2. Medical management:
Following an assessment the Physio might feel it necessary to involve further medical opinion and imaging to ascertain the level of injury and if further intervention is required. We use a number of sports physicians and orthopaedic consultants to assist in such cases. They will carry out their assessments and provide guidance and recommendations and where necessary provide medical assistance. We believe in building a multi-disciplinary team around the player to enhance recovery.
3. Rehab: Where the fun takes place.
Phase 1 protecting and calming of the injury.
Here all the necessary recovery interventions are put in place: treatment, sleep, nutrition, psycho-social guidance, suitable training for the rest of the body. Just because 1 area is injured does not mean the rest can have the time off. Treatment can involve a number of different tools from hands on skills to taping and strapping as well as low load work and mobilisation / movement of the body. We involve other members of our care team to assist in the recovery: sports massage, chiropractor, Biokineticist
Phase 2 - building.
The body recovers better with activity rather than complete rest. A suitable amount of loading will be applied to the recovering tissues to allow for adaptation to forces as they recover. Progressive strength and conditioning will assist recovery and adaptation. Your Physio will work with you in the gym / clinic but you are also expected to continue with the homework program.

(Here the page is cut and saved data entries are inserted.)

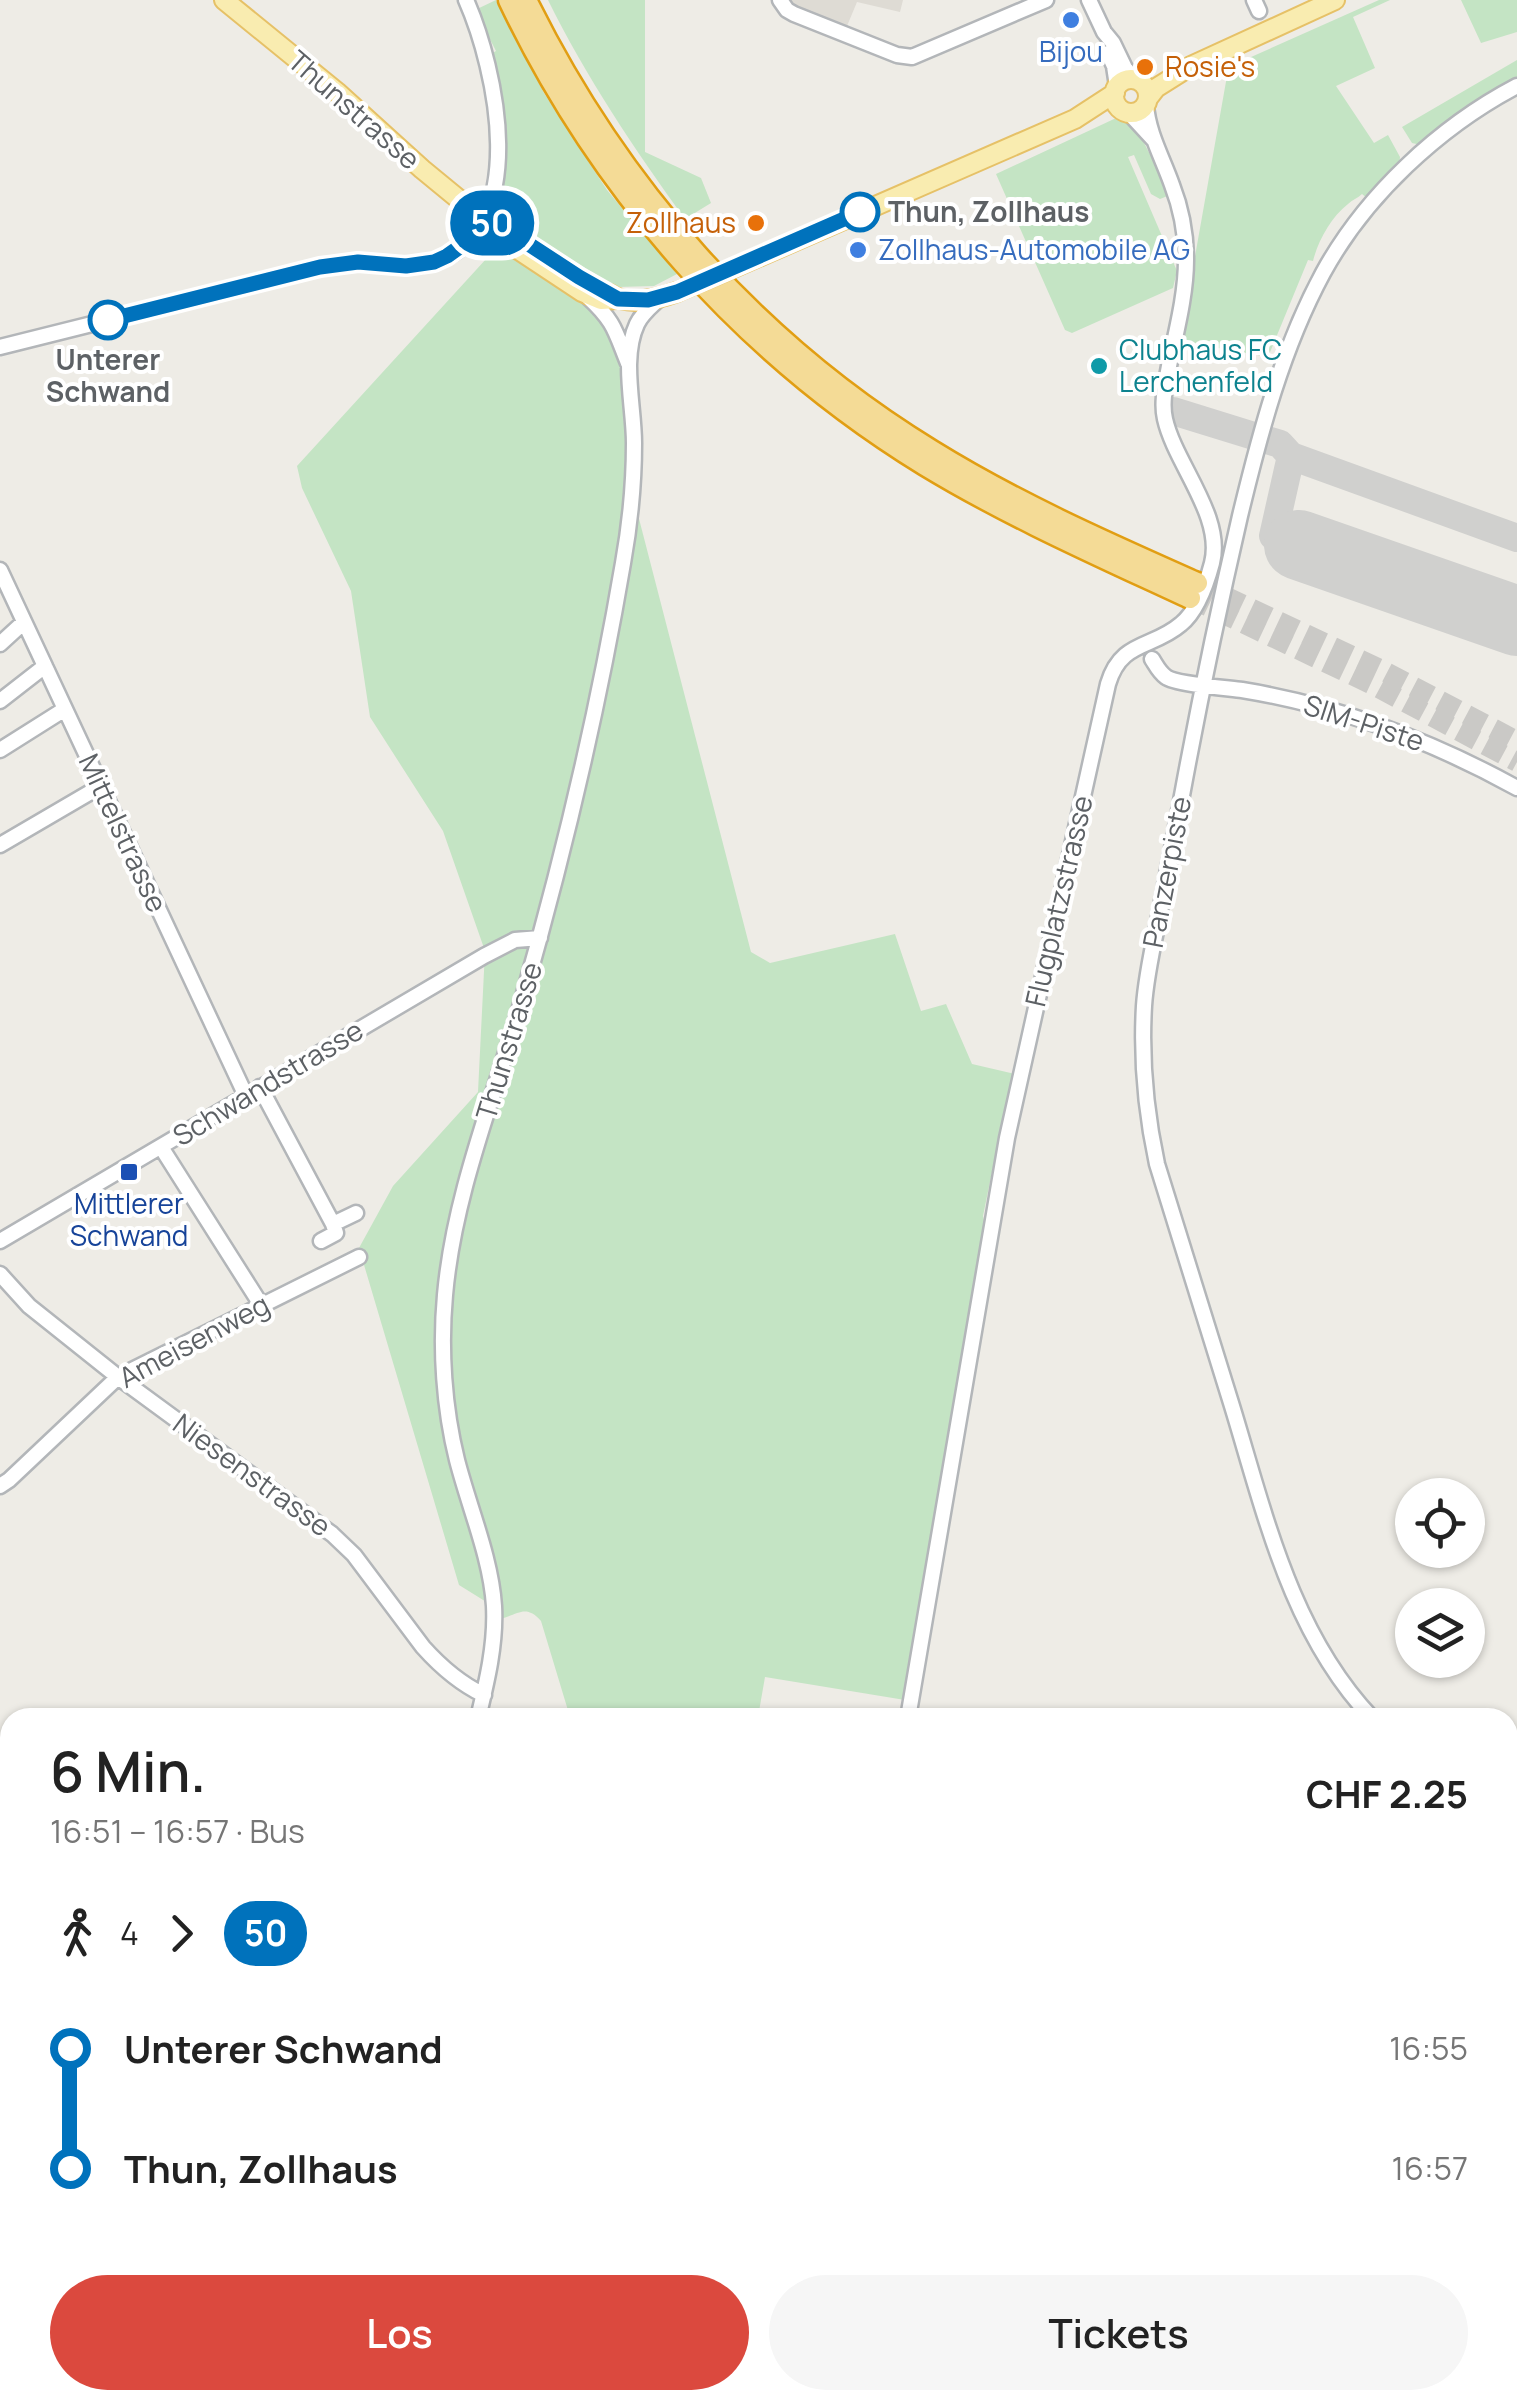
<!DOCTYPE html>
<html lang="de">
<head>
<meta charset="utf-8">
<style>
  body { margin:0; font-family:Manrope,sans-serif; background:#f6f6f6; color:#222; height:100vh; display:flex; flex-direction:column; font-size:38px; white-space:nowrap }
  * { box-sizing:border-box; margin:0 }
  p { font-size:32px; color:#767676 }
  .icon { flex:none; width:55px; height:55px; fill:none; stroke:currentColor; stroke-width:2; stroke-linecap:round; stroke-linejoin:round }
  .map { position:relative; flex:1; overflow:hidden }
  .details { position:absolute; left:0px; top:1708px; width:1518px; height:702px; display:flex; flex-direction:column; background:#fff; border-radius:30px 30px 0 0; box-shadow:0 2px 8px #0004 }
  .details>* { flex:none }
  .badge { padding:0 20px; border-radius:32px; font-size:35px; line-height:65px }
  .fabs { position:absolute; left:1395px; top:1478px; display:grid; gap:20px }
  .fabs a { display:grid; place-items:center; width:90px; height:90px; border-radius:50%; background:#fff; box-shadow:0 2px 8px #0004; font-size:50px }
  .map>.badge { position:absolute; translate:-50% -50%; box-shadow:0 0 0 5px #fff }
  .legs { display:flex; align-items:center; gap:15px; height:110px; padding:0 50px; font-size:32px }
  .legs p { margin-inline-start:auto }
  .head { display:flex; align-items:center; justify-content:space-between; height:170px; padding:0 50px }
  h1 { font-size:55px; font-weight:600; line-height:75px }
  .cta { display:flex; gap:20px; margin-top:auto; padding:20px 50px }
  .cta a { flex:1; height:115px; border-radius:60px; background:#db493e; color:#fff; font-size:40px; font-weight:600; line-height:115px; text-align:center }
  .cta a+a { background:#f6f6f6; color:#222 }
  ul { padding:0 50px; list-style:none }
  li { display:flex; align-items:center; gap:35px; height:120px; font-size:38px }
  li i { display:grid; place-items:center; width:15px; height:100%; margin:0 12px; background:currentColor }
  li i::after { content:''; width:25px; height:25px; margin:-12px; border:8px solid; border-radius:50%; background:#fff }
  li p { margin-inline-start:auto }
  li:first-child i { background:linear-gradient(#0000 50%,currentColor 0) }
  li:last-child i { background:linear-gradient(currentColor 50%,#0000 0) }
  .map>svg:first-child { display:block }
</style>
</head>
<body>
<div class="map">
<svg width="1517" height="2408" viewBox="0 0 1517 2408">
  <rect width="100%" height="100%" fill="#eeece6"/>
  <path fill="#dedbd4" d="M790,0H903L900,12L857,2L847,26L794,6Z"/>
  <path fill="#c4e4c4" d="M496,0L544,93L607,190L677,274L654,286L617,287L495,214L507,129L489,55L496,51L475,10Z
    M548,0H645V152L701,178L711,203L685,219C635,150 586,77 548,0Z
    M1379,0H1390L1353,17L1375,68L1336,86L1374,143L1388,135L1400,157L1399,166L1368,199L1362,194C1358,198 1352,200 1348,204C1331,217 1318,241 1313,261L1308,260L1268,357L1180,341L1227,76L1215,73Z
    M1461,0H1517V32L1481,43Z
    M1517,60V79L1421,145L1412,143L1402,127Z
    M1114,119C1134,119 1141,138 1150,154L1153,153L1170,195L1160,199L1151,194L1134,155L1128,157L1177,271L1173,288L1072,333L1065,330L996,174Z
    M497,247C519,261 541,275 563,288C574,295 587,301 596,309C629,343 633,461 623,506L637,511L751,952L770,963L895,934L921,1011L946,1004L972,1064L1015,1074L1003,1118L983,1216L992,1256L905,1700L765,1677L758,1717H570L541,1621C526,1604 519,1614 500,1619L496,1608L459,1585L359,1248L393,1186L478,1092L485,951L443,831L370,717L351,591L302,488L297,466Z"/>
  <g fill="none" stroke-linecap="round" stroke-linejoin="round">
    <path stroke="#d0d0ce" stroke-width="28" d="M1173,411L1280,444L1291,456L1517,538
      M1291,456L1273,536L1299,545"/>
    <path stroke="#d0d0ce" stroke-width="70" d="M1299,545L1517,621"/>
    <path stroke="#cac9c6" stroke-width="20" stroke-dasharray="20 10" stroke-linecap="butt" d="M1197,583L1382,670L1517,741
      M1190,598L1373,685L1517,762"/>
    <g stroke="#b3b6b9" stroke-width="19">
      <path id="minor" d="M780,0L787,10L794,14L897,55L912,57L1046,0
        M1089,0L1104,32L1113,43L1125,68L1134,79
        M1254,0L1259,11
        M1108,53L1114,66L1117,86
        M1129,113L1153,139
        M588,297C615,322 615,331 628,363
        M0,347L320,267C333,265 345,263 358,263C383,263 410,270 435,262C532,229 496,68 466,0
        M0,570L246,1096
        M0,644L24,622
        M1152,659C1156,665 1159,672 1166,677C1175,684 1227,688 1242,690C1340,706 1430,740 1517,788
        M0,701L45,666
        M0,750L65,709
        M0,845L101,786
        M260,1087L333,1224L336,1233L321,1241
        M161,1147L258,1300
        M333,1224L356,1213
        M0,1241L484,956L515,940L540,938
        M0,1274L29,1306L118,1377L332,1534L354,1555L423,1647C440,1666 461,1684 484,1695
        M0,1486L9,1480L118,1377L359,1257
        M478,1718C487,1681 496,1644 494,1606C491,1558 469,1507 457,1460C444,1408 440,1349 445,1295C454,1193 495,1095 523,997C564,854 598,710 623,563C630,524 634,484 634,443C634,406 621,358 637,324C642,313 653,305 662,296
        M908,1718L1007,1138L1108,684C1121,640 1152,649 1181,624C1197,611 1207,582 1212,563C1224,516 1175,464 1165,419C1161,402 1166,383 1169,366C1176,332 1186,295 1186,260C1186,235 1181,208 1172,185C1163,159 1148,133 1146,105
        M1372,1718C1291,1633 1265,1514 1232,1406C1207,1325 1182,1245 1157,1164C1146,1113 1141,1058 1144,1006C1146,976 1153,946 1159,917C1167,874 1175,832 1183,790C1200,698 1219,607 1240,516C1260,433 1282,349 1323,273C1365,196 1439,127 1517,86
        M1508,1822L1517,1827
        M0,2325L10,2327
        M56,2400L57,2408
        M772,2400L776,2408
        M1422,2400L1438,2408
        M792,2408L794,2400
        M1235,2408C1274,2400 1313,2398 1352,2408"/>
    </g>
    <g stroke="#e6c167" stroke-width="22">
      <path id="major" d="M224,0L337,92L422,169L484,220L499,237L582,292L601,300L617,299
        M1114 96a17 17 0 1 1 34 0a17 17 0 1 1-34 0Z
        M1149,97L1156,88L1191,66L1335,0
        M731,269L1075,119L1115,93
        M610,294C629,307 657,299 677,292"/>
    </g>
    <g stroke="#e19e13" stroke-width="25">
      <path id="highway" d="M509,0C600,191 744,354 925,465C1009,516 1100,556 1190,598
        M526,0C617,185 755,343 932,451C1016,503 1107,543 1197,583"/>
    </g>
    <use href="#minor" stroke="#fff" stroke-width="14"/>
    <use href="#major" stroke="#f9ecb0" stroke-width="18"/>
    <use href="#highway" stroke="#f4db96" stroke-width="20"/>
    <g stroke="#e6c167" stroke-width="22" stroke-linecap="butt">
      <path id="major-bridge" d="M677,292L731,269"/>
    </g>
    <use href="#major-bridge" stroke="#f9ecb0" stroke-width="18"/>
  </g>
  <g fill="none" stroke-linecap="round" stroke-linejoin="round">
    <g stroke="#fff" stroke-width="22">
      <path id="line-1" d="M108,320L320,267L358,262L406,266L434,262L447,256L464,244L484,220L504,228L579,277L618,299L648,300L677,292L860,212"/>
    </g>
    <use href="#line-1" stroke="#0072bc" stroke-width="15"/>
  </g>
  <g fill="#3f7fe0" stroke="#fff" stroke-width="4">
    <circle cx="1071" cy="20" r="10"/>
    <circle cx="858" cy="250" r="10"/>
  </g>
  <g fill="#e8710a" stroke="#fff" stroke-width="4">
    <circle cx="1145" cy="67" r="10"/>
    <circle cx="756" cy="223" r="10"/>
  </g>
  <g fill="#fff" stroke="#0072bc" stroke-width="5">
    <circle cx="860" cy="212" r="18"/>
    <circle cx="108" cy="320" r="18"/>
  </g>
  <circle fill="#0f9aa8" stroke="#fff" stroke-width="4" cx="1099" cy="366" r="10"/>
  <rect fill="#1a4fb4" stroke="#fff" stroke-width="4" x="119" y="1162" width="20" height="20" rx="5"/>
  <g text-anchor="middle" stroke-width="8" stroke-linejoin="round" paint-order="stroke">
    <g font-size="28" fill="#366cbe" stroke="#fff">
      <text x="1071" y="62">Bijou</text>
      <text x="878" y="260" text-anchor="start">Zollhaus-Automobile AG</text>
    </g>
    <g font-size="28" fill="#c56008" stroke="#fff" text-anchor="start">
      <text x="1165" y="77">Rosie's</text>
      <text x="736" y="233" text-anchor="end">Zollhaus</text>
    </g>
    <g font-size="28" fill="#5d6165" stroke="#fff">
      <text transform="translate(354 110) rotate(41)" y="10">Thunstrasse</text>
      <text transform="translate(1364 723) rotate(18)" y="10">SIM-Piste</text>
      <text transform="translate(123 833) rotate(65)" y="10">Mittelstrasse</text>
      <text transform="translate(1167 872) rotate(-79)" y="10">Panzerpiste</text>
      <text transform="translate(1059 901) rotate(-77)" y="10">Flugplatzstrasse</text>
      <text transform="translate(509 1041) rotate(-73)" y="10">Thunstrasse</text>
      <text transform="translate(268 1083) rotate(-31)" y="10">Schwandstrasse</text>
      <text transform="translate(194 1341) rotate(-28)" y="10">Ameisenweg</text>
      <text transform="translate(252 1475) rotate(36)" y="10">Niesenstrasse</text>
    </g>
    <g font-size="28" font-weight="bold" fill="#5d6165" stroke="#fff" text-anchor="start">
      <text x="888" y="222">Thun, Zollhaus</text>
      <text x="108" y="370" text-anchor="middle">Unterer<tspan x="108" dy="32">Schwand</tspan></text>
    </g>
    <g font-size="28" fill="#0d838f" stroke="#fff" text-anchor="start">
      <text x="1119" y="360">Clubhaus FC<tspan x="1119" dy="32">Lerchenfeld</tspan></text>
    </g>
    <g font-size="28" fill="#164399" stroke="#fff">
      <text x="129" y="1214">Mittlerer<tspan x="129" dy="32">Schwand</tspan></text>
    </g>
  </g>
</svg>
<div class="fabs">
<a><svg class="icon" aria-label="locate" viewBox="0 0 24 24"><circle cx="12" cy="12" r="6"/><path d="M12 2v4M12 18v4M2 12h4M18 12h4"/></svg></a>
<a><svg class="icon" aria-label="layers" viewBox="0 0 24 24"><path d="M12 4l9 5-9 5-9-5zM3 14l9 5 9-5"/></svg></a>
</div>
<b class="badge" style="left:492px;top:223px;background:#0072bc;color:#fff">50</b>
<section class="details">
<div class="head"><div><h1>6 Min.</h1><p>16:51 – 16:57 · Bus</p></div><b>CHF 2.25</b></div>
<div class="legs"><svg class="icon" aria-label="walk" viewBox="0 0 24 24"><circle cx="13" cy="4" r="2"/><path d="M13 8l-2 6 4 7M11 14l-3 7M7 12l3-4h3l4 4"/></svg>4<svg class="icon" aria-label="forward" viewBox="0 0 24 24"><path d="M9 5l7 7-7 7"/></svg><b class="badge" style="background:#0072bc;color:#fff">50</b></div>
<ul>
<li><i style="color:#0072bc"></i><b>Unterer Schwand</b><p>16:55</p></li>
<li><i style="color:#0072bc"></i><b>Thun, Zollhaus</b><p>16:57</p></li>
</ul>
<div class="cta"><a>Los</a><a>Tickets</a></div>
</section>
</div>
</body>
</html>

It is also here that skills are re-introduced and challenged - balance, control, change of direction, acceleration, deceleration, impact. Decisions are made about return to practice and how much loading to allow for adaptation rather than overload.
4. Return to play:
Working with your physio - testing in gym / rehab and at practices will provide information which will guide the return to play phase. Too often amateurs return far too early making themselves prone to re-injury. Being realistic and working with players to facilitate their return is vital.
We work with players regularly throughout the season to monitor function and help keep them at optimal state. This is also a good time to keep track of strength and function and alter training programs accordingly.
So much more goes on behind the scenes in sport than what is seen on TV. For some injury is easy to deal with for others it can be very hard. Each players injury is individual and it is the combined effort of the player and the care team which will ensure a good recovery and safe return to the sport / profession they enjoy.
We look forward to the rest of the Six Nations and the excitement of the upcoming Rugby World Cup.